【欧州サッカー】クリロナを罵倒した「パワハラ闘将」ロイ・キーンは、なぜファーガソンに愛され続けたのか (3ページ目)
【テレビカメラの前で同僚を罵倒】
キーンはチームメイトにも容赦なかった。
たとえば、前に行くべきシーンでバックパスに逃げたイェスパー・ブロムクヴィストは、いきなりFワードを浴びせられた。右サイドで無駄なフェイクを繰り返したクリスティアーノ・ロナウドは、キーンに胸ぐらをつかまれて罵られた。
おそらく21世紀では通用しない。パワハラでやり玉に挙げられる。しかし、フットボールにおいて闘争心は戦略・戦術を上まわる重要な要素であり、「頭でっかちの理論だけで勝てるわけねえんだよ!」と、キーンは自分のやり方で若手に立証したにすぎない。
ただ、激しすぎる性格が災いし、2002年の日韓ワールドカップには出場できなかった。ミック・マッカーシー監督(当時)と対立し、アイルランド代表から追放されている。
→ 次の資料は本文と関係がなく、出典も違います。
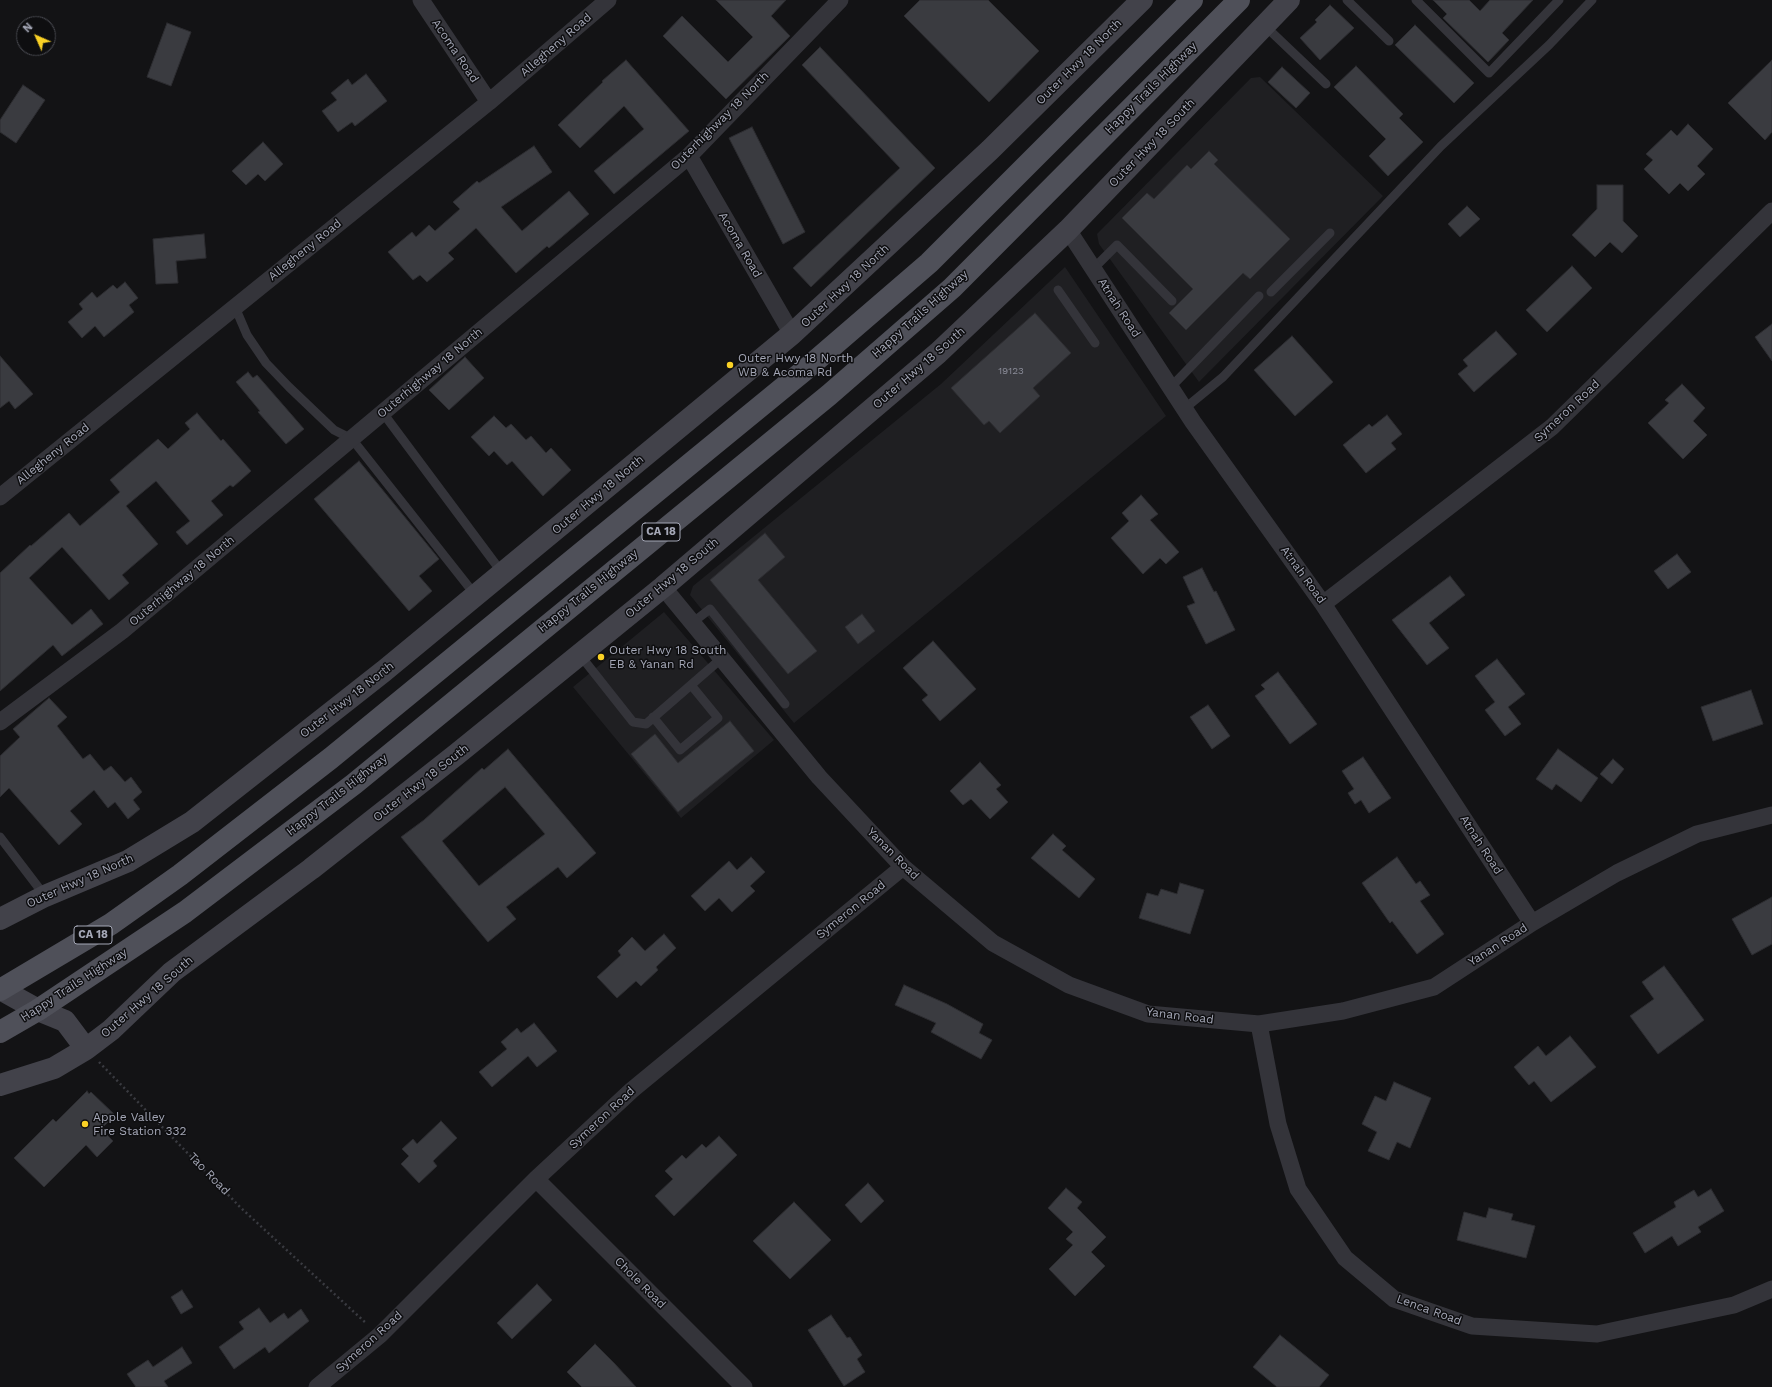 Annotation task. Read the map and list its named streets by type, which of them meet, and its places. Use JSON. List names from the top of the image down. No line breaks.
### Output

2005年10月のミドルズブラ戦。1-4で敗れた試合終了後にキーンは、同僚であるエドウィン・ファン・デル・サールとリオ・ファーディナンド、キーラン・リチャードソンをテレビカメラの前で罵倒した。
結果、彼らとの関係は急速に悪化する。敗北に異常なほどの拒否反応を示すキーンらしいエピソードとはいえ、内部批判はご法度であり、許される行為ではない。ただ、ファーガソンは「彼は単なる荒くれ者ではない」とフォローしている。
ファーガソンの言葉を借りるまでもなく、キーンは圧倒的な運動量と類(たぐ)い稀な状況判断で中盤を支え、効果的な縦パスで数多くのチャンスを創出した。絶妙のタイミングで前線に飛び出し、貴重なゴールも決めている。
また、選手交代に伴うプラン変更を即座に察知する天才的なセンスも持っていた。
「ロイは誰よりも素早く、正確にベンチの意図を理解した。影響力も絶大で、ロッカールームの空気が緩んでいた場合は、彼のひと言がいい意味の緊張感をもたらしていた」
監督の負担軽減に努めていたキーンを、ファーガソンも悪くは言えないだろう。